The brothers’ earlier dramas were twisty but relatively conventional noir thrillers, but Boat Story had a far more whimsical tone. There was a narrator and epigrammatic, silent-cinema-style captions saying obtuse things like “some prologues are epilogues”.
The use of a narrator (Ólafur Darri Ólafsson, the burly Icelandic actor from BBC Four’s Trapped) was not just gimmicky but unnecessary and condescending, as if we couldn’t be trusted to follow the plot.
The mix of extreme violence and ironic dialogue (The Tailor, for example, casually cut out an informer’s tongue while taking a phone call) felt as though the Williams brothers were trying to get in touch with their inner Coen brothers or early Tarantino (before he developed some emotional heft to counterbalance the gleefully sadistic violence).
Having introduced a sweet romantic subplot at the police station, for example, the writers had the Tailor’s henchmen massacre everybody at the station as they searched for the drugs – the young lovers included.
Perhaps a closer comparison here would be with the cartoonish violence of Killing Eve. The Williams brothers produced Fleabag and have obviously taken notes from star Phoebe Waller-Bridge’s stylish adaptation of series one of the assassin drama.
Either way, Boat Story‘s tone was uncertain. You might even call it experimental, and being up against the start of I’m a Celebrity… over on ITV1, perhaps the BBC felt it had nothing to lose.
Hovering around the periphery of the plot were Joanna Scanlan as the only witness to Janet and Samuel stealing the drugs, and Jonas Armstrong as policeman Arthur. His romantic partner, another copper, was one of the corpses in the beached boat. Had he been trying to steal the cocaine hoard when he met his end?

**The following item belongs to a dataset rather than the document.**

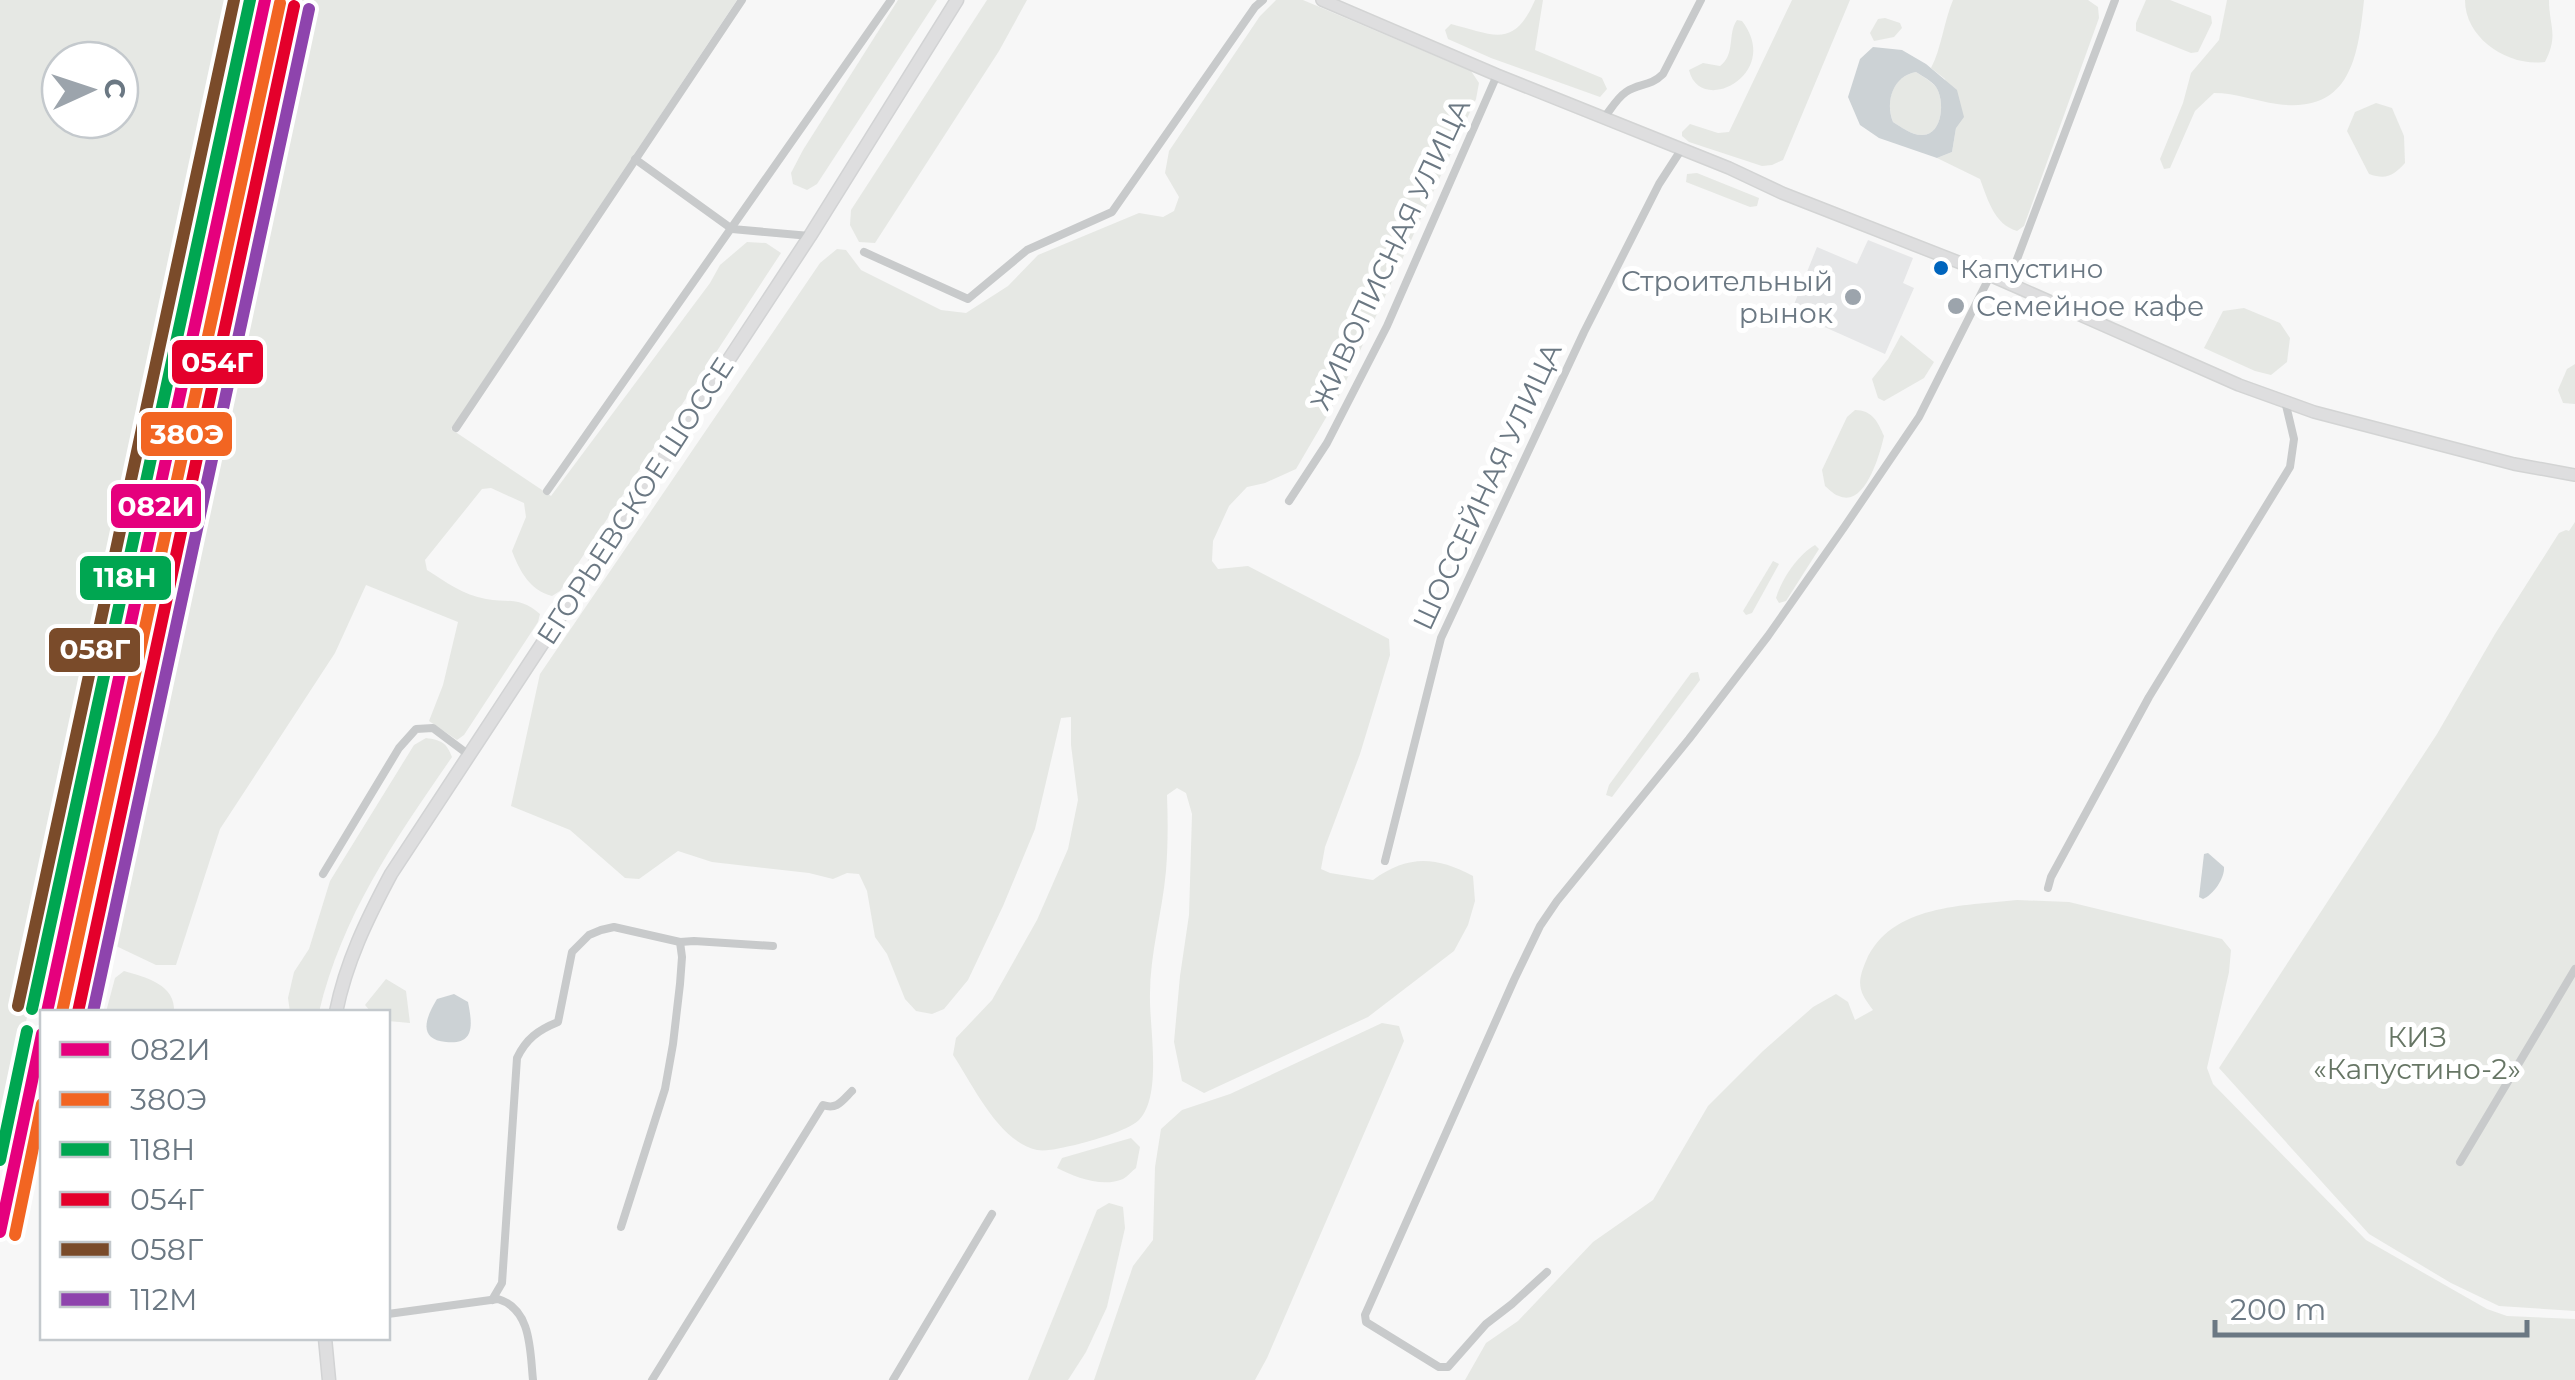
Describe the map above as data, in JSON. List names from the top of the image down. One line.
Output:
{"streets":{"main road":["ЕГОРЬЕВСКОЕ ШОССЕ"],"street":["ЖИВОПИСНАЯ УЛИЦА","ШОССЕЙНАЯ УЛИЦА"]},"parks":["КИЗ «Капустино-2»"],"places":["Капустино","Строительный рынок","Семейное кафе"],"lines":["transit line 082И","transit line 118Н","transit line 058Г","transit line 380Э","transit line 054Г","transit line 112М"],"legend":["082И","380Э","118Н","054Г","058Г","112М"],"scale_bar":"200 m","north":"right"}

Haggard and Joseph make attractive leads, and having starred in BBC comedy-drama Back to Life and Peep Show respectively, are more than capable of dealing with any comic notes that the writers send their way. These two, rather than any stylistic flourishes, will remain the main reason to continue watching the remaining five episodes.
“Stories can take us anywhere,” the narrator said at the conclusion of the opening episode. Yes, but while it’s always good to see writers stretch their wings, if their stories fly off in too many fanciful directions, viewers might decide they want to be elsewhere.